_Task objective_:
Using the listing below, show all lines that hold the word "names".

_Records provided_:
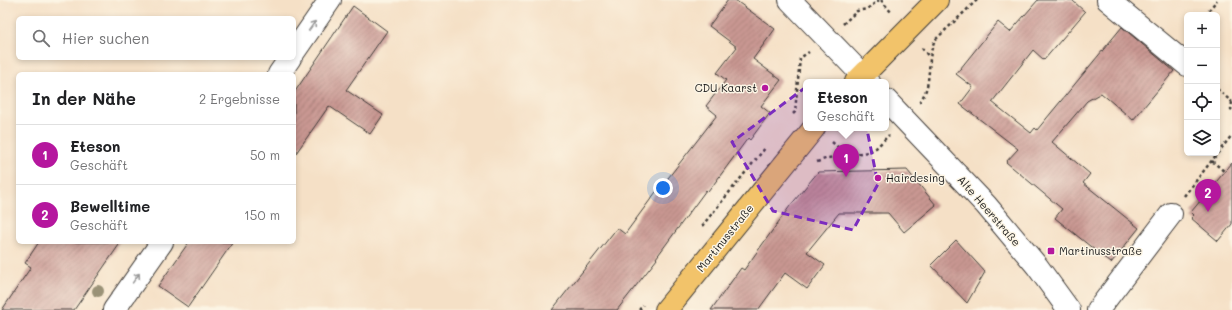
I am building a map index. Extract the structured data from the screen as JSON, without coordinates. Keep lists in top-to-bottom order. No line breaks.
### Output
---
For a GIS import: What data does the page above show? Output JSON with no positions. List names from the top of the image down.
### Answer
==
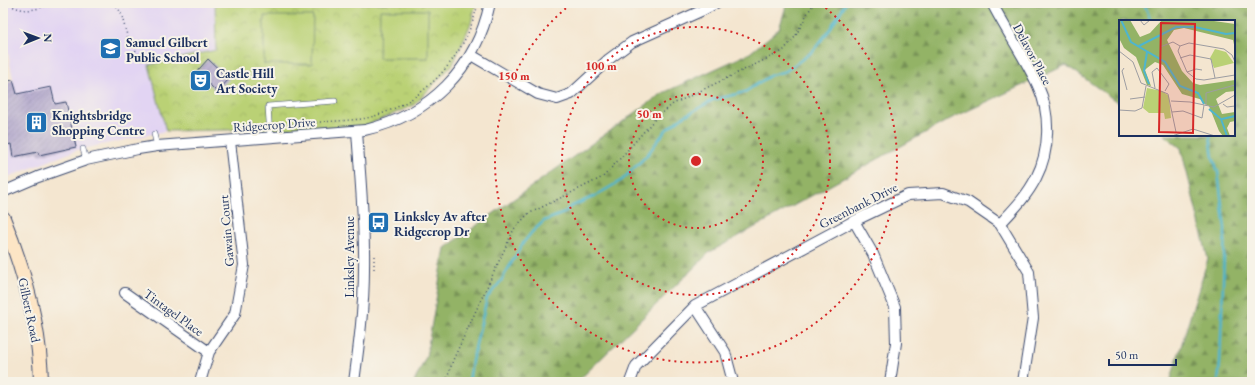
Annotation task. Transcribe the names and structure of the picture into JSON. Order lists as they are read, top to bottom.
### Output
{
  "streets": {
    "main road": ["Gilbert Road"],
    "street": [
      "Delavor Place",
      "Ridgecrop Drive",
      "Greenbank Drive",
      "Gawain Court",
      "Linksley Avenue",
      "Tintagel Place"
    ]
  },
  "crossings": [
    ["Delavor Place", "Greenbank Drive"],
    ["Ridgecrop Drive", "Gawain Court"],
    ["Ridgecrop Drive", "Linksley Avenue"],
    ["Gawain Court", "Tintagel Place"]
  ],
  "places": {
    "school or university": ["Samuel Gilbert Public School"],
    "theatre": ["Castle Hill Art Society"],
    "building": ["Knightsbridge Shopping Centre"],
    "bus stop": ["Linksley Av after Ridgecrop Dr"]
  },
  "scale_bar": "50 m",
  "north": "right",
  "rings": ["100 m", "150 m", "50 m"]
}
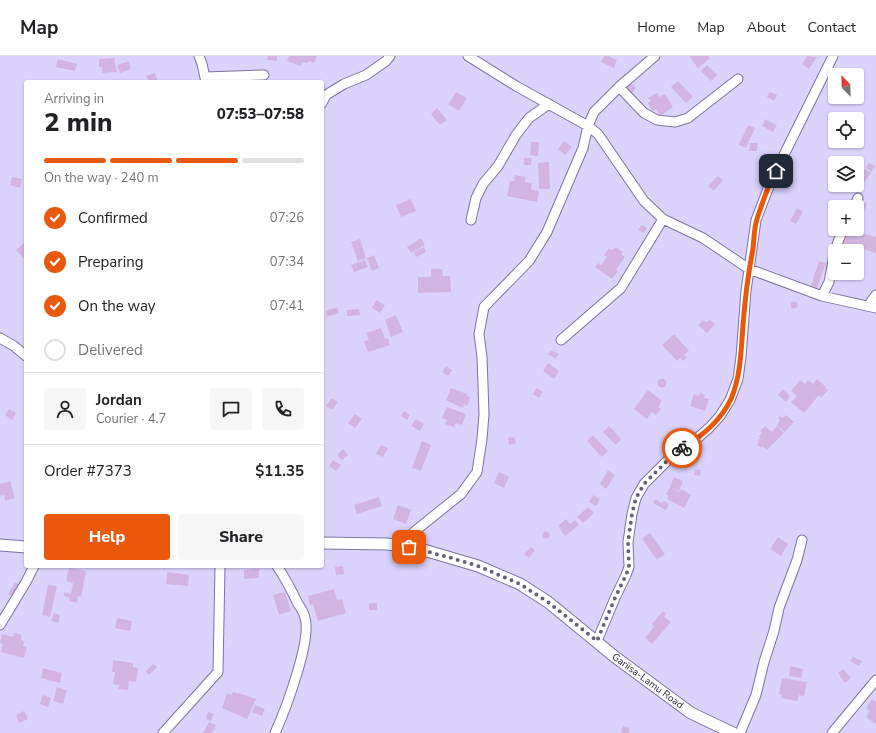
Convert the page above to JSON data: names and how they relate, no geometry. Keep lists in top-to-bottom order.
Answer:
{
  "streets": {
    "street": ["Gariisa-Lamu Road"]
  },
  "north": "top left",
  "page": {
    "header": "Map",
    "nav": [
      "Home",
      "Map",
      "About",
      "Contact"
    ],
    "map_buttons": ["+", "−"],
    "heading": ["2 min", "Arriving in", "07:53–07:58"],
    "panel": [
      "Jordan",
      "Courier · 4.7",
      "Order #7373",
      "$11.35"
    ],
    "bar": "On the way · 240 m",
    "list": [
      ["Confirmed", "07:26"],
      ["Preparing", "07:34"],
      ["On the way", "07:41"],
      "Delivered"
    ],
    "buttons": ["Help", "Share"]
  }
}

_Response to the exercise_:
For a GIS import: What data does the page above show? Output JSON with no positions. List names from the top of the image down.
Annotation task. Transcribe the names and structure of the picture into JSON. Order lists as they are read, top to bottom.
Convert the page above to JSON data: names and how they relate, no geometry. Keep lists in top-to-bottom order.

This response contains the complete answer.